* PROBLEM DETAILS *
Sort through the data and copy the lines holding the word "linecap".

Dataset entries:

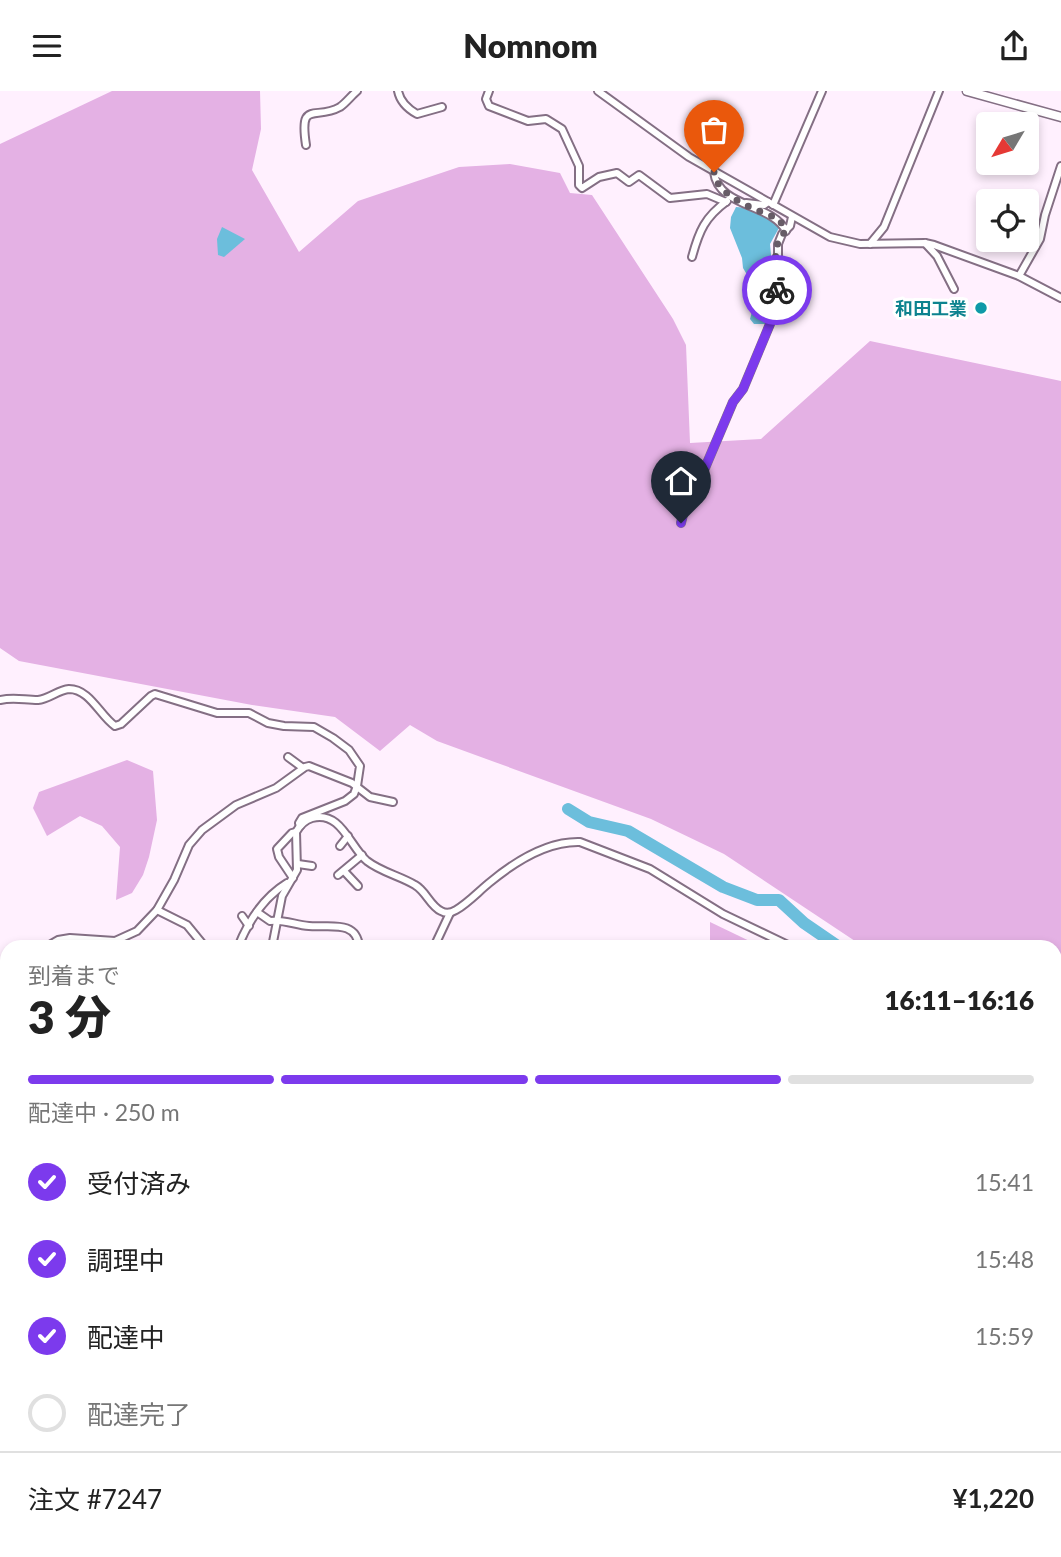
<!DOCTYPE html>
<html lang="ja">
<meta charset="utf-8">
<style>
:root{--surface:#fff;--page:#f6f6f6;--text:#222;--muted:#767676;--line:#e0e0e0;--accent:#7c3aed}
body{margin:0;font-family:Lato,"Noto Sans JP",sans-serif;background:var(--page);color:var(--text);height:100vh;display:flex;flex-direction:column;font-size:26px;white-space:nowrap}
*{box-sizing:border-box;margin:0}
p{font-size:23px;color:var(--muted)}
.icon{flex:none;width:38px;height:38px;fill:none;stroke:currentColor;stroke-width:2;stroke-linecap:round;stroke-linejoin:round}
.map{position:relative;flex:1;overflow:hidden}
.drawer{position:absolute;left:0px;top:849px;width:1062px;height:618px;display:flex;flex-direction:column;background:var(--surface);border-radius:21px 21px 0 0;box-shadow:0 4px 10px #0003}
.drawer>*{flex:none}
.needle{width:46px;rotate:232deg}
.fabs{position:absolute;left:976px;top:21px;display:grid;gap:14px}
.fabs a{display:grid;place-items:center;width:63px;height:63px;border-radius:7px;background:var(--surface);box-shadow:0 4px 10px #0003;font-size:35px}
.pin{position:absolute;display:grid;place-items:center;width:60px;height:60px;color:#fff;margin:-72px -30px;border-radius:50% 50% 50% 0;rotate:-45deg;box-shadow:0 0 7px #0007}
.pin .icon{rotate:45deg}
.courier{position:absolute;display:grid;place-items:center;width:70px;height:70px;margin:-35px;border:5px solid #7c3aed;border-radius:50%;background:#fff;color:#222;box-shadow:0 2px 9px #0007}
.overview em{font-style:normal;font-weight:800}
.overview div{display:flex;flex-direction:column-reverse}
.overview{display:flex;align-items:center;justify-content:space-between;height:119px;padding:0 28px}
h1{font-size:46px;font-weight:800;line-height:52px}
.bar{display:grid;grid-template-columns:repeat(4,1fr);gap:10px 7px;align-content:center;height:84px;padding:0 28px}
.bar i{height:9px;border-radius:5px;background:var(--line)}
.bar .selected{background:var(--accent)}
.bar p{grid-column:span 4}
.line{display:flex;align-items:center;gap:18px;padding:0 28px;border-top:2px solid var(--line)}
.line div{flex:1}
ol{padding:0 28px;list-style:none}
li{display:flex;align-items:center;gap:21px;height:77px}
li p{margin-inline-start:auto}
li .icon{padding:7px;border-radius:50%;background:var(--accent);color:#fff;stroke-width:4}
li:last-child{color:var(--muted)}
li i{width:38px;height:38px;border:4px solid var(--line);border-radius:50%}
header{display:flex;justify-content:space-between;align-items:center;height:91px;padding:0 28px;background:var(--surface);font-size:32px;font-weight:800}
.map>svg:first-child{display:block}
.green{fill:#e4b1e4}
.water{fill:#6cbedc}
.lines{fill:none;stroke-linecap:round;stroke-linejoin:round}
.river{stroke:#6cbedc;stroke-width:12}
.minor-casing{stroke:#846f84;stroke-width:10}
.tertiary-casing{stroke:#846f84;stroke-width:10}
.secondary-casing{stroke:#846f84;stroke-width:11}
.minor{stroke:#fff;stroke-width:6}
.tertiary{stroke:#fff;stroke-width:7}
.secondary{stroke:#fff;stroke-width:8}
.done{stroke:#675c67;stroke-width:7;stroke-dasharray:0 12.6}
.route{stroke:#7c3aed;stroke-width:9}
.culture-dot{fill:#0f9aa8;stroke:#fff;stroke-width:2.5}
.labels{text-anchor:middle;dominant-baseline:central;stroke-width:6;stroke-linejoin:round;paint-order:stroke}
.culture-label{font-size:18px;font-weight:bold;fill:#0d838f;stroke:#fff;text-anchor:end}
</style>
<header><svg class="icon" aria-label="menu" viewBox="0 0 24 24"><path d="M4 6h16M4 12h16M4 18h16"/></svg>Nomnom<svg class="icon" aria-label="share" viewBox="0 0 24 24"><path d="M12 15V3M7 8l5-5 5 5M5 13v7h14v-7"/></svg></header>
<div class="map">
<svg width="1061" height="1466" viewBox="0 0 1061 1466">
<rect width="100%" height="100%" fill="#fff0fe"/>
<g class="green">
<path d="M112,0H260L261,38L252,79L299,161L358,110L459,76L510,73L560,82L570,102L592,104L673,228L686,254L690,352L761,348L870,250L1061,290V983L1055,982V856H864L724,763L651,728L437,650L410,634L380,660L335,626L252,614L19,570L0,557V53Z"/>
<path d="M127,669L153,680L157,729L149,766L143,784L132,802L116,809L120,756L102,735L80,725L47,745L33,717L39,701Z"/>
<path d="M710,831L762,856H715L710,851Z"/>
<path d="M1055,1143L1061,1149V1466H0V1163L7,1160V1460H1055Z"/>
</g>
<g class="water">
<path d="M736,116C750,116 770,125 779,137L770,153L774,196L767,233H754L750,228L753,217L749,187L743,177L742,167L730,137L731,126Z"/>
<path d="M222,136L245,148L224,166L218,164L217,148Z"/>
</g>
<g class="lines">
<g class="river">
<path d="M568,718L589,731L628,740L723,796L757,809H779L804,832L839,856"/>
<path d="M1055,1007L1060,1013V1039"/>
<path d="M1055,1070L1058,1082L1055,1088"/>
<path d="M1055,1169L1061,1172"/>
</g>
<g class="minor-casing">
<g id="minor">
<path d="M398,0C400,10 408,18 417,23L442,16"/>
<path d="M489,0L486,8L489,15L528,30L546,28L562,38L579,75V94L582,97L599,86L617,82L629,91L639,84L670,107L707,103L726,111"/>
<path d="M598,0L689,66L830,146L860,153L925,152L934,154L1019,185L1061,207"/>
<path d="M306,54C299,8 315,30 340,16C346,12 351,5 357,0"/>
<path d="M714,81C718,117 772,112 786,140"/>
<path d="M746,112L764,114L768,111"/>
<path d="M773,114L822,0"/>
<path d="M925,152L937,165L954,198"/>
<path d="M870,153L884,136L939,0"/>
<path d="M692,166C699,140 705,126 727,110"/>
<path d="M1019,185L1040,148L1045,124L1061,75"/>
<path d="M681,432L687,407L702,384L733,311L743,298L770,233L778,198V153L782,143L790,135L792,126"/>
<path d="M0,609C14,606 24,609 38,609C49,608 58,599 69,598C90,598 100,625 115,635L121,633L151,605L155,603L217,622H249L268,632L284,635L314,636L333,647L349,659L360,675L357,695L354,703L345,710L302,727L299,732L300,735"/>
<path d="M288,666L303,677"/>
<path d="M340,755L348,745"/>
<path d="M298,773L312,775"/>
<path d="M344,780L358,795"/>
<path d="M338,784L362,764"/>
<path d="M293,787L279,766L277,758L292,742L296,741"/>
<path d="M157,819L187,834L205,856"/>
<path d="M257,821L270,830C284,828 295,834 309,835C328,837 357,828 359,856"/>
<path d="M242,825L249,835"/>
<path d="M46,856L58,849L70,847L115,850L137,840L157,819L174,789L189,754L202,739L236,714L276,697L305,676L309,675L352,692L370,706L393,711"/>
<path d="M238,856C248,831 264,806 287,792"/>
<path d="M272,856L282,805L297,779L296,741C300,734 305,729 312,727C341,719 350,756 367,770C381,781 400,785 415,794C426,800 430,815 441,820C446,823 451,822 456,819C468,812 478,801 489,792C513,772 547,750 580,751L650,778L723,823L792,856"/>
<path d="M434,856L450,822"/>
<path d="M1055,1056L1061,1048"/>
<path d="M1055,1063L1061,1071"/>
<path d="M1055,1099L1061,1088"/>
<path d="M0,1134L7,1129"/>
<path d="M1055,1154L1061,1157"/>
</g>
</g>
<g class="tertiary-casing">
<path id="tertiary" d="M0,983L7,985"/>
</g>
<g class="secondary-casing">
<path id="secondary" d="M967,0L1061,26"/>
</g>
<use href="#minor" class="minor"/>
<use href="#tertiary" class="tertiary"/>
<use href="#secondary" class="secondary"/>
</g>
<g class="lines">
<path class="done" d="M714,81C717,107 758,119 779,128L786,140C770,153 777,181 777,199"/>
<path class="route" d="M681,432L687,407L702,384L733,311L743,298L770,233L777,199"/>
</g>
<circle class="culture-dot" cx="981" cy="217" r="7"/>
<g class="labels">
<g class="culture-label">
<text x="967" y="217">和田工業</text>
</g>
</g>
</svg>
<div class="fabs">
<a><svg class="needle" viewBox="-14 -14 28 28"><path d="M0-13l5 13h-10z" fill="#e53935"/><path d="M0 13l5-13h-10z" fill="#767676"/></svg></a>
<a><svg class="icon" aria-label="locate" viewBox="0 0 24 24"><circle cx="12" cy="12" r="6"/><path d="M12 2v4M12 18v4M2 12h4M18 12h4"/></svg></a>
</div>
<div class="pin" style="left:714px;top:81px;background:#ea580c"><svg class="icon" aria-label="bag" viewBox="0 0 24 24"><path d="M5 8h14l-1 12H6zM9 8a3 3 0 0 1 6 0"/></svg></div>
<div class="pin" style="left:681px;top:432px;background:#1f2937"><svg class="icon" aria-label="home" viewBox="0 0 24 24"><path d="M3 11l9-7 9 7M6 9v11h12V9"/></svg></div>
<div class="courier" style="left:777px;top:199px"><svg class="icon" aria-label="bike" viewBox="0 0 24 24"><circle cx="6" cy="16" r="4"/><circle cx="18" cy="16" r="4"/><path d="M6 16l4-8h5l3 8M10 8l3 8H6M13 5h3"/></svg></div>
<section class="drawer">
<div class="overview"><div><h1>3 分</h1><p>到着まで</p></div><em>16:11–16:16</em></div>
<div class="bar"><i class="selected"></i><i class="selected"></i><i class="selected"></i><i></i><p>配達中 · 250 m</p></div>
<ol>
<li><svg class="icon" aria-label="check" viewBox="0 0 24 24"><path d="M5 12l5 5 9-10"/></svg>受付済み<p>15:41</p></li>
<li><svg class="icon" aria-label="check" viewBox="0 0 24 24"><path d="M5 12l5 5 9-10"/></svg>調理中<p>15:48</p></li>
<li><svg class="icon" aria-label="check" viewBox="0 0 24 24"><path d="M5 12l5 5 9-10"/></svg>配達中<p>15:59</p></li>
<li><i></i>配達完了</li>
</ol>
<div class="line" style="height:91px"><div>注文 #7247</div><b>¥1,220</b></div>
</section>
</div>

* ANSWER TO THIS TASK *
.icon{flex:none;width:38px;height:38px;fill:none;stroke:currentColor;stroke-width:2;stroke-linecap:round;stroke-linejoin:round}
.lines{fill:none;stroke-linecap:round;stroke-linejoin:round}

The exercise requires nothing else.